*Work order*.
Using the listing below, work out the number of lines in which "Avenue" appears; return only that figure.

*Information supplied*.
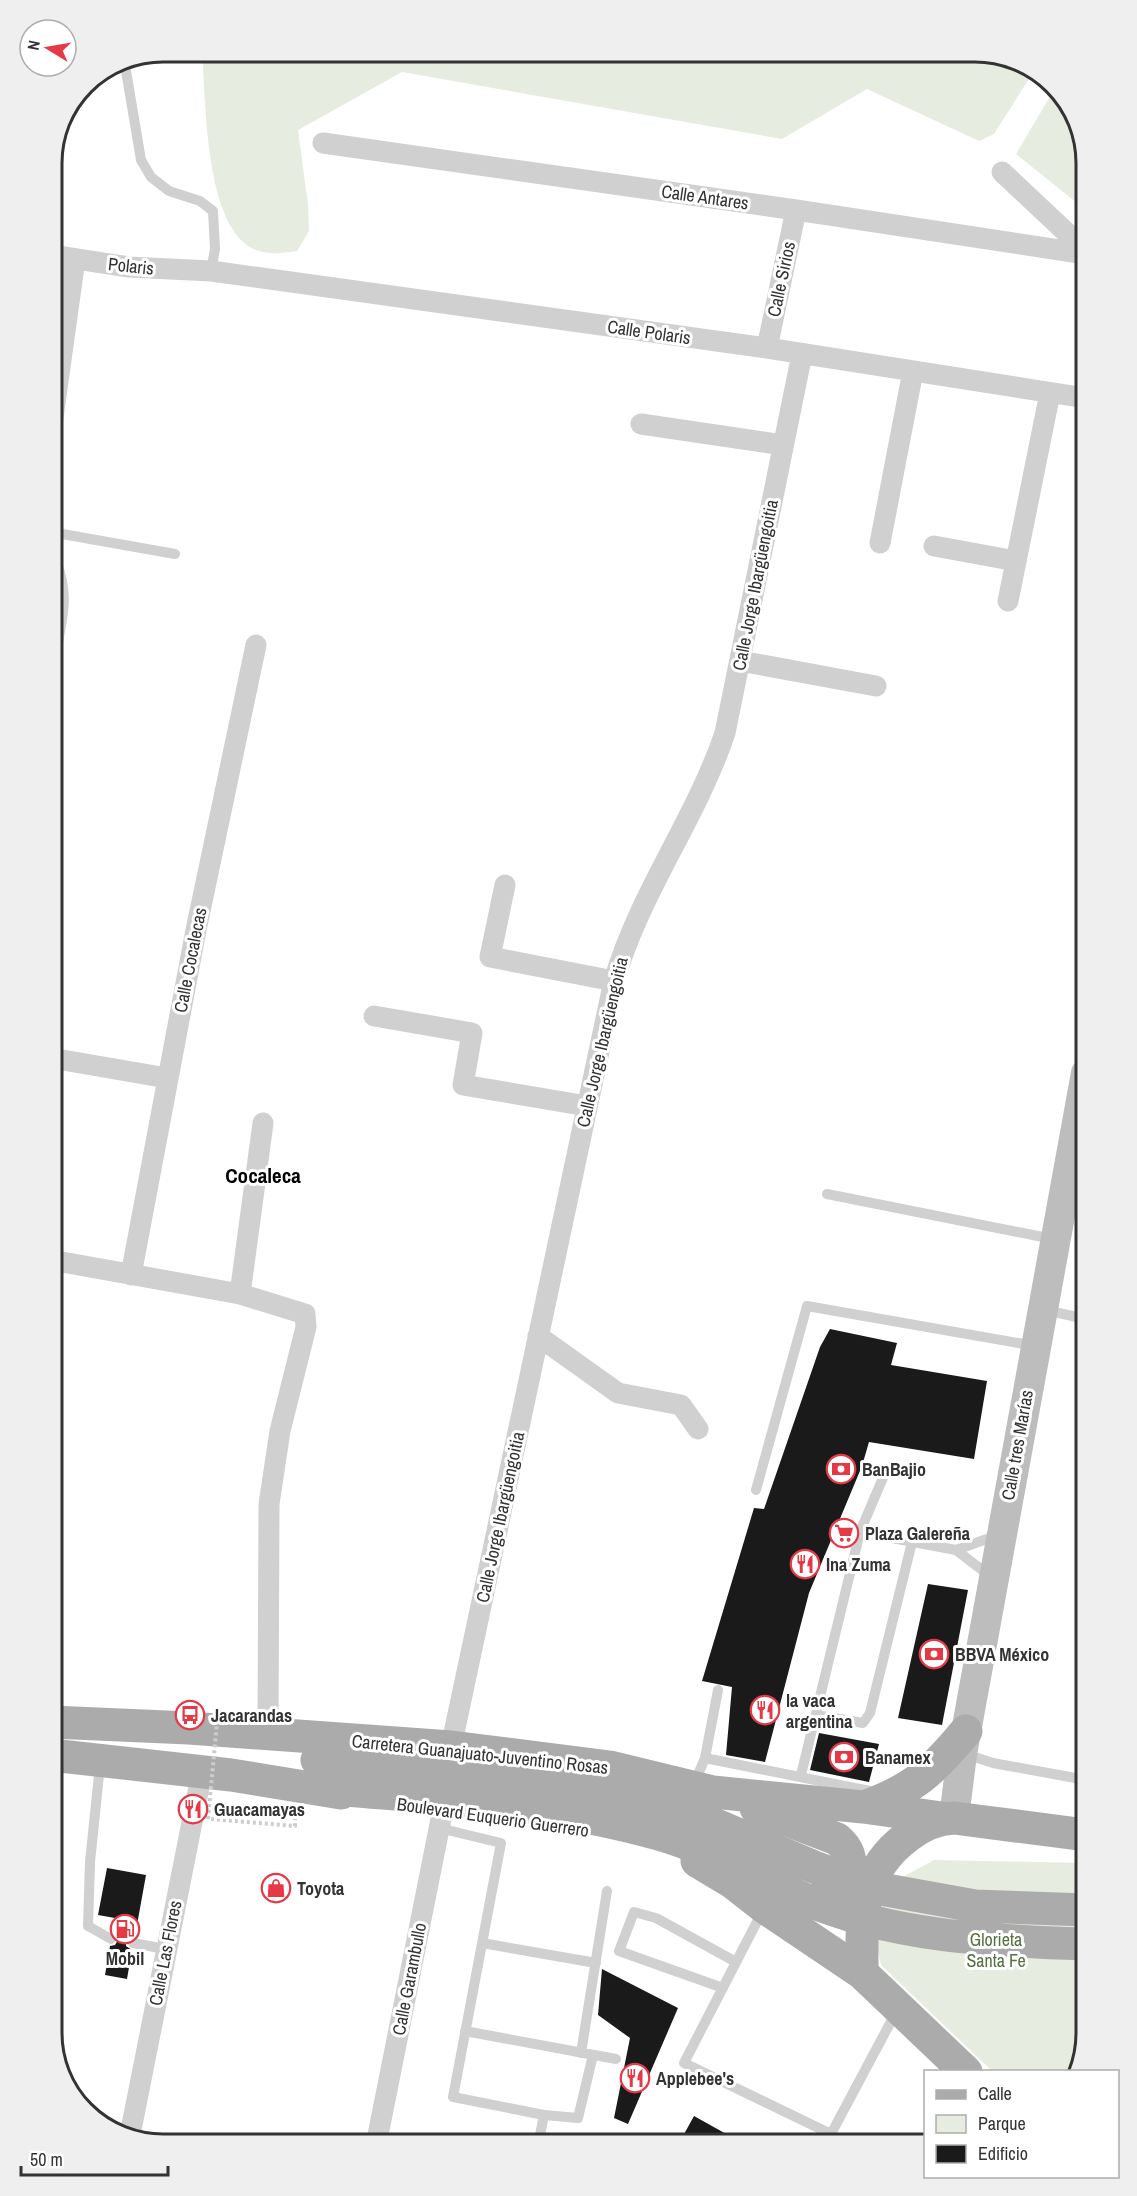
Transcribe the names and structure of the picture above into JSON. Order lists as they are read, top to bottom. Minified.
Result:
{"streets":{"main road":["Calle tres Marías","Carretera Guanajuato-Juventino Rosas","Boulevard Euquerio Guerrero"],"street":["Calle Antares","Polaris","Calle Sirios","Calle Polaris","Calle Jorge Ibargüengoitia","Calle Cocalecas","Calle Las Flores","Calle Garambullo"]},"crossings":[["Calle Antares","Calle Sirios"],["Polaris","Calle Polaris"],["Calle Sirios","Calle Polaris"],["Calle Polaris","Calle Jorge Ibargüengoitia"],["Calle Jorge Ibargüengoitia","Carretera Guanajuato-Juventino Rosas"],["Calle tres Marías","Carretera Guanajuato-Juventino Rosas"],["Boulevard Euquerio Guerrero","Calle Las Flores"],["Boulevard Euquerio Guerrero","Calle Garambullo"]],"districts":["Cocaleca"],"parks":["Glorieta Santa Fe"],"places":{"bank":["BanBajio","BBVA México","Banamex"],"supermarket":["Plaza Galereña"],"restaurant":["Ina Zuma","la vaca argentina","Guacamayas","Applebee's"],"bus stop":["Jacarandas"],"shop":["Toyota"],"fuel station":["Mobil"]},"legend":["Calle","Parque","Edificio"],"scale_bar":"50 m","north":"left"}
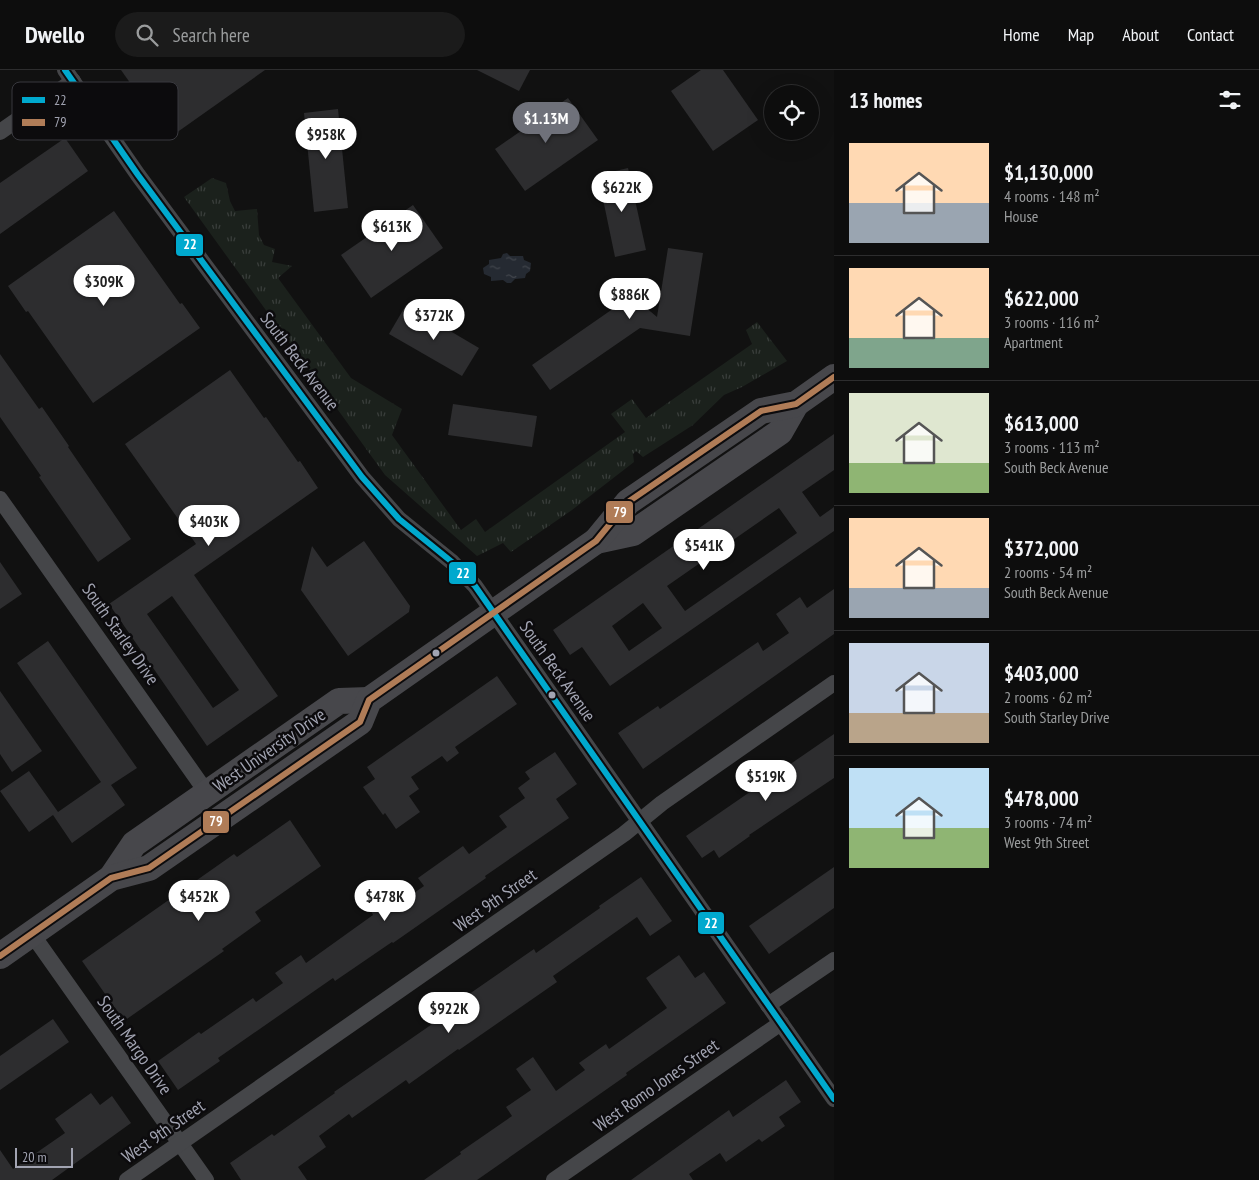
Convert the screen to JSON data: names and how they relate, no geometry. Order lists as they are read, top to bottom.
{
  "streets": {
    "main road": ["West University Drive"],
    "street": [
      "South Beck Avenue",
      "South Starley Drive",
      "West 9th Street",
      "South Margo Drive",
      "West Romo Jones Street"
    ]
  },
  "crossings": [
    ["South Beck Avenue", "West University Drive"],
    ["South Beck Avenue", "West 9th Street"],
    ["South Beck Avenue", "West Romo Jones Street"],
    ["South Starley Drive", "West University Drive"],
    ["West University Drive", "South Margo Drive"],
    ["West 9th Street", "South Margo Drive"]
  ],
  "lines": ["transit line 22", "transit line 79"],
  "legend": ["22", "79"],
  "scale_bar": "20 m",
  "page": {
    "header": "Dwello",
    "search": "Search here",
    "nav": [
      "Home",
      "Map",
      "About",
      "Contact"
    ],
    "heading": "13 homes",
    "price": [
      "$1.13M",
      "$958K",
      "$622K",
      "$613K",
      "$309K",
      "$886K",
      "$372K",
      "$403K",
      "$541K",
      "$519K",
      "$452K",
      "$478K",
      "$922K"
    ],
    "list": [
      {
        "name": "$1,130,000",
        "note": "4 rooms · 148 m² · House"
      },
      {
        "name": "$622,000",
        "note": "3 rooms · 116 m² · Apartment"
      },
      {
        "name": "$613,000",
        "note": "3 rooms · 113 m² · South Beck Avenue"
      },
      {
        "name": "$372,000",
        "note": "2 rooms · 54 m² · South Beck Avenue"
      },
      {
        "name": "$403,000",
        "note": "2 rooms · 62 m² · South Starley Drive"
      },
      {
        "name": "$478,000",
        "note": "3 rooms · 74 m² · West 9th Street"
      }
    ],
    "scale": "20 m"
  }
}
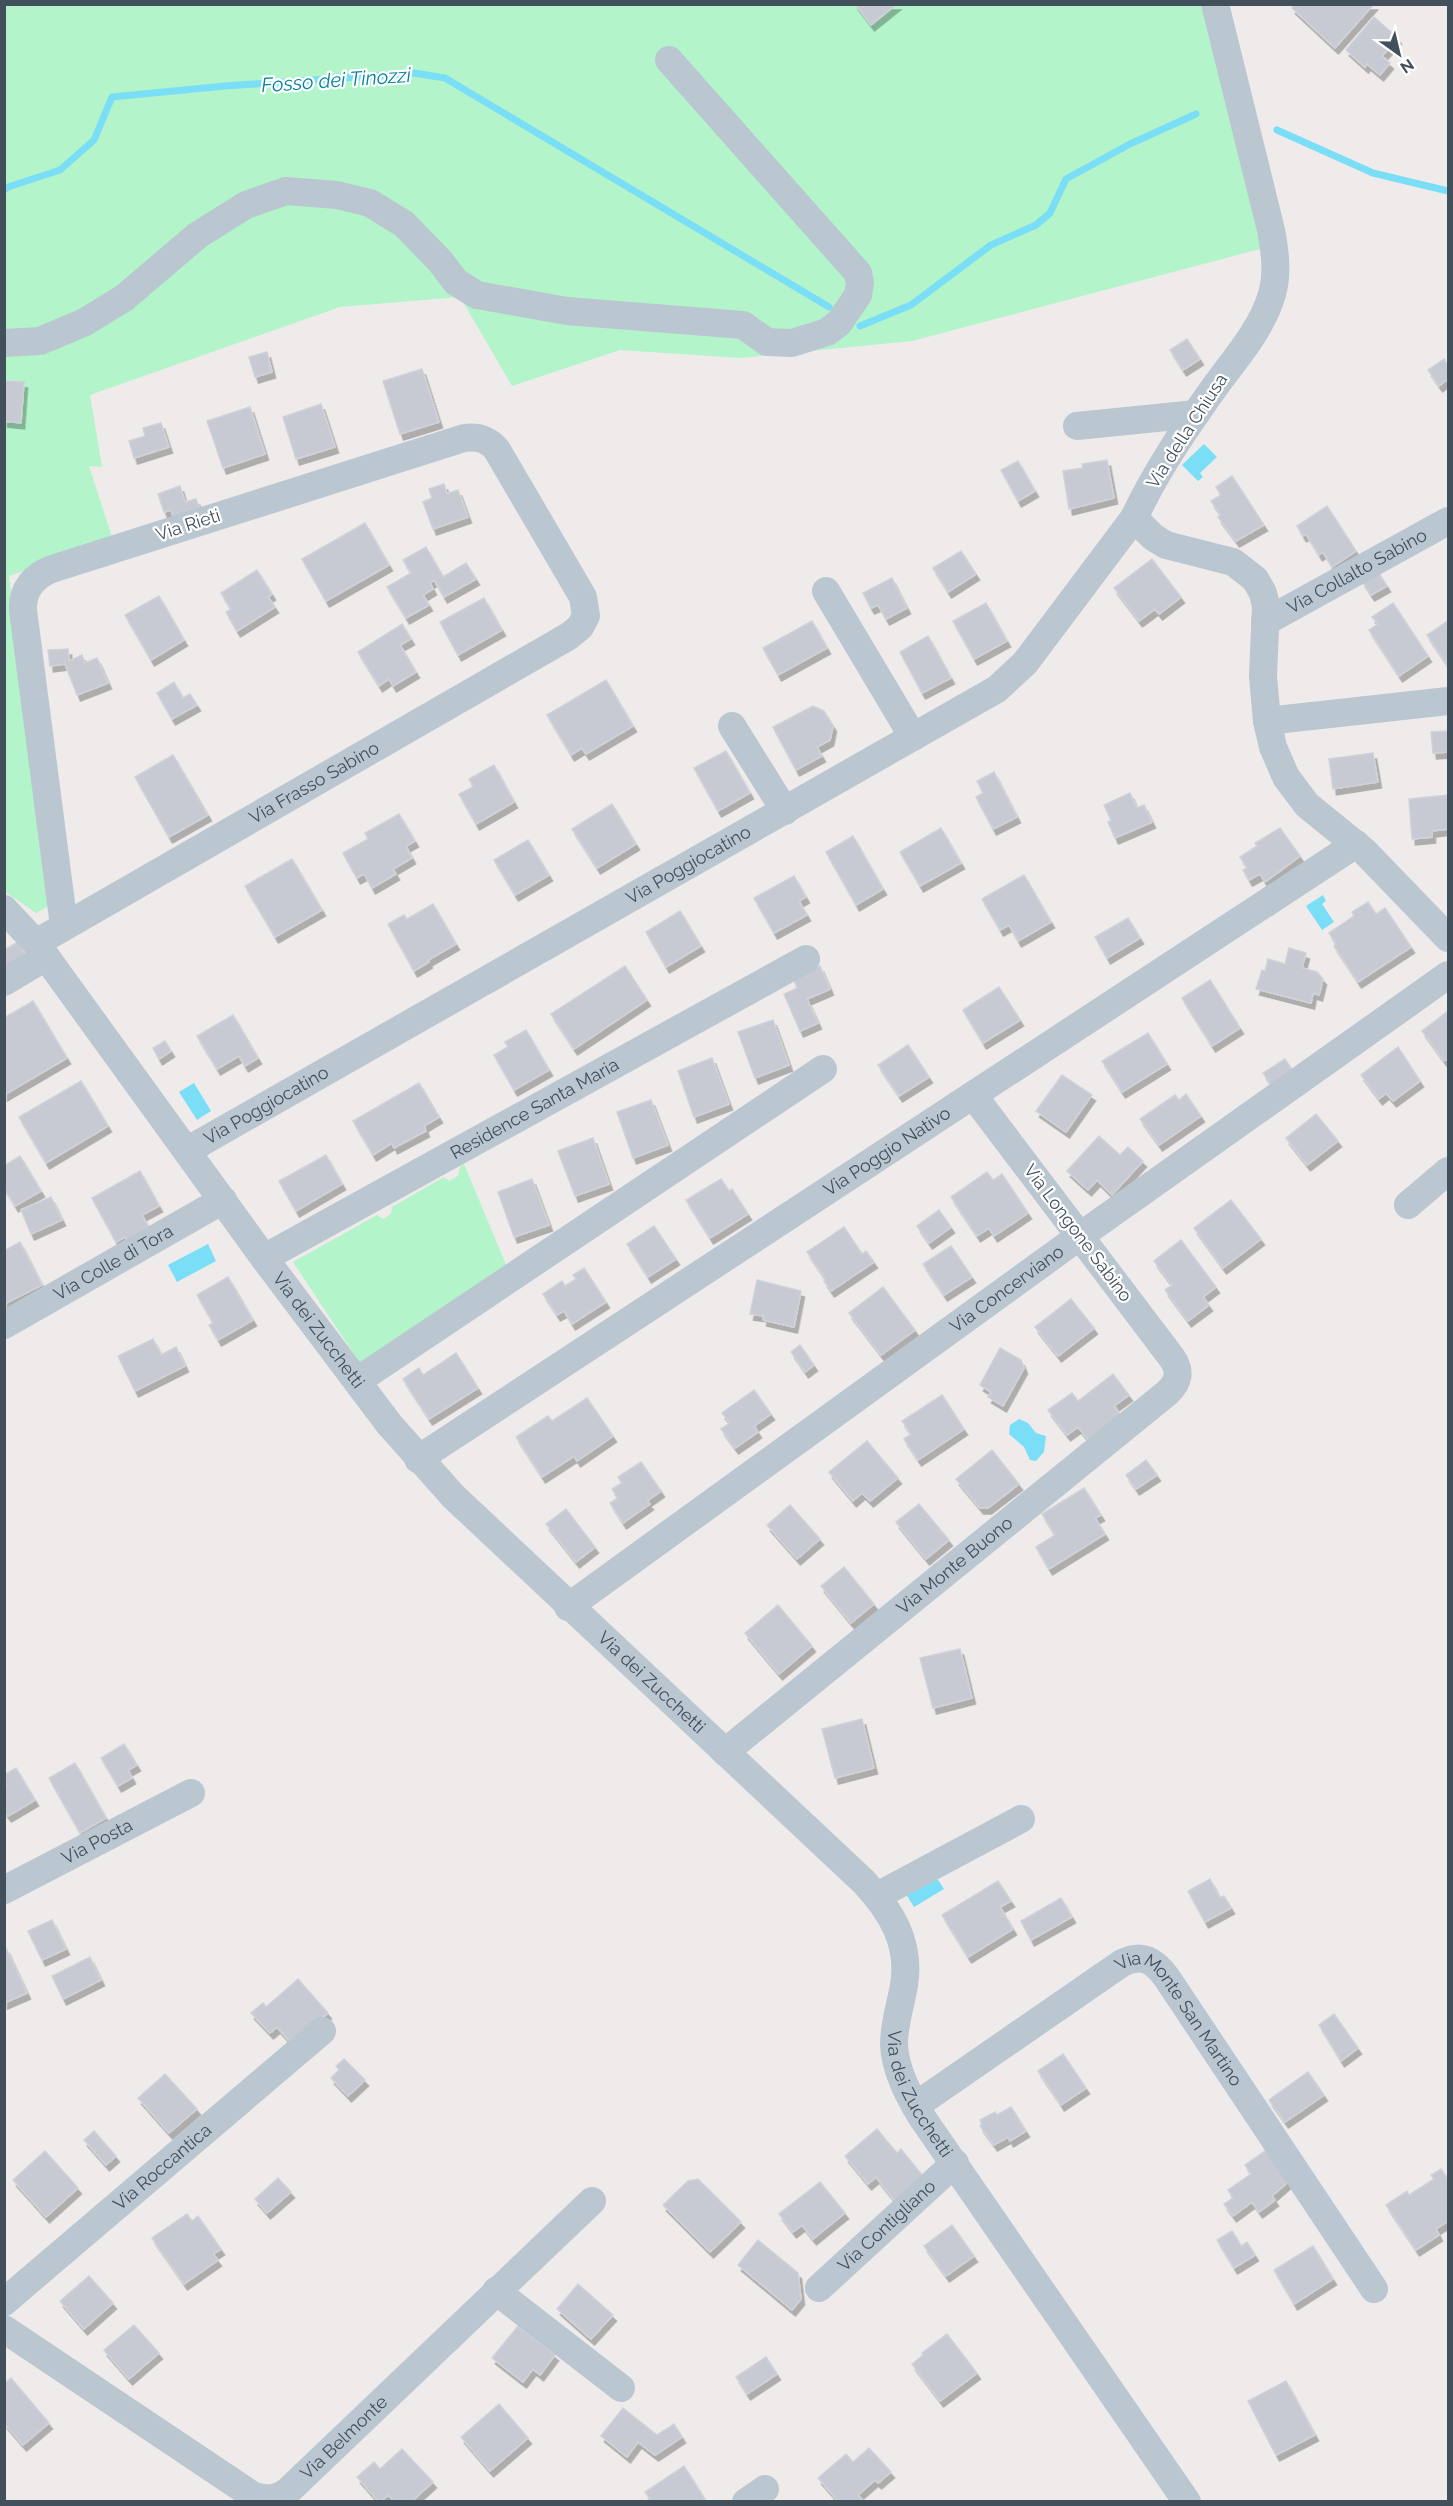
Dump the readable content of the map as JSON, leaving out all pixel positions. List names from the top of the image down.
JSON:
{
  "streets": {
    "street": [
      "Via della Chiusa",
      "Via Rieti",
      "Via Collalto Sabino",
      "Via Frasso Sabino",
      "Via Poggiocatino",
      "Residence Santa Maria",
      "Via Poggio Nativo",
      "Via Longone Sabino",
      "Via Colle di Tora",
      "Via Concerviano",
      "Via dei Zucchetti",
      "Via Monte Buono",
      "Via Posta",
      "Via Monte San Martino",
      "Via Roccantica",
      "Via Contigliano",
      "Via Belmonte"
    ]
  },
  "crossings": [
    ["Via della Chiusa", "Via Poggiocatino"],
    ["Via Rieti", "Via Frasso Sabino"],
    ["Via Frasso Sabino", "Via dei Zucchetti"],
    ["Via Poggiocatino", "Via dei Zucchetti"],
    ["Residence Santa Maria", "Via dei Zucchetti"],
    ["Via Poggio Nativo", "Via Longone Sabino"],
    ["Via Poggio Nativo", "Via dei Zucchetti"],
    ["Via Longone Sabino", "Via Concerviano"],
    ["Via Longone Sabino", "Via Monte Buono"],
    ["Via Colle di Tora", "Via dei Zucchetti"],
    ["Via Concerviano", "Via dei Zucchetti"],
    ["Via dei Zucchetti", "Via Monte Buono"],
    ["Via dei Zucchetti", "Via Monte San Martino"],
    ["Via dei Zucchetti", "Via Contigliano"]
  ],
  "water": ["Fosso dei Tinozzi"],
  "north": "bottom right"
}
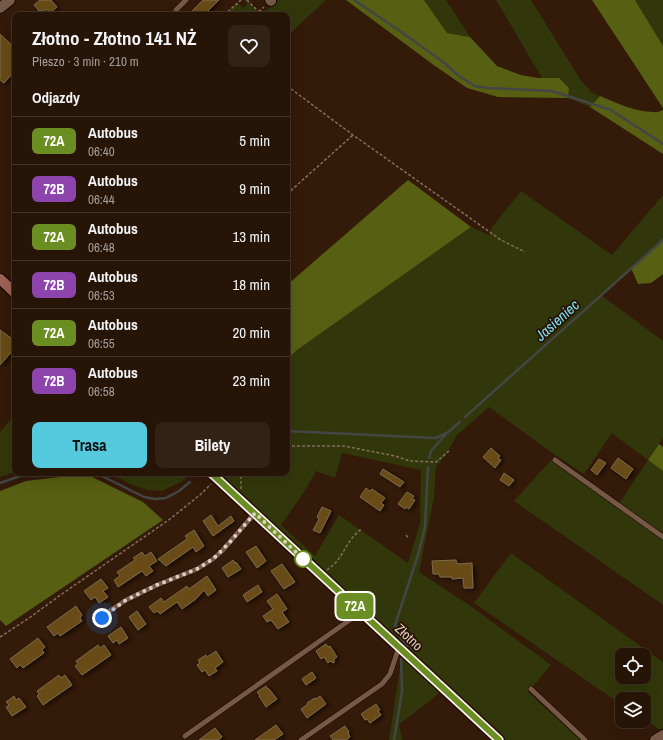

*Response area*.
6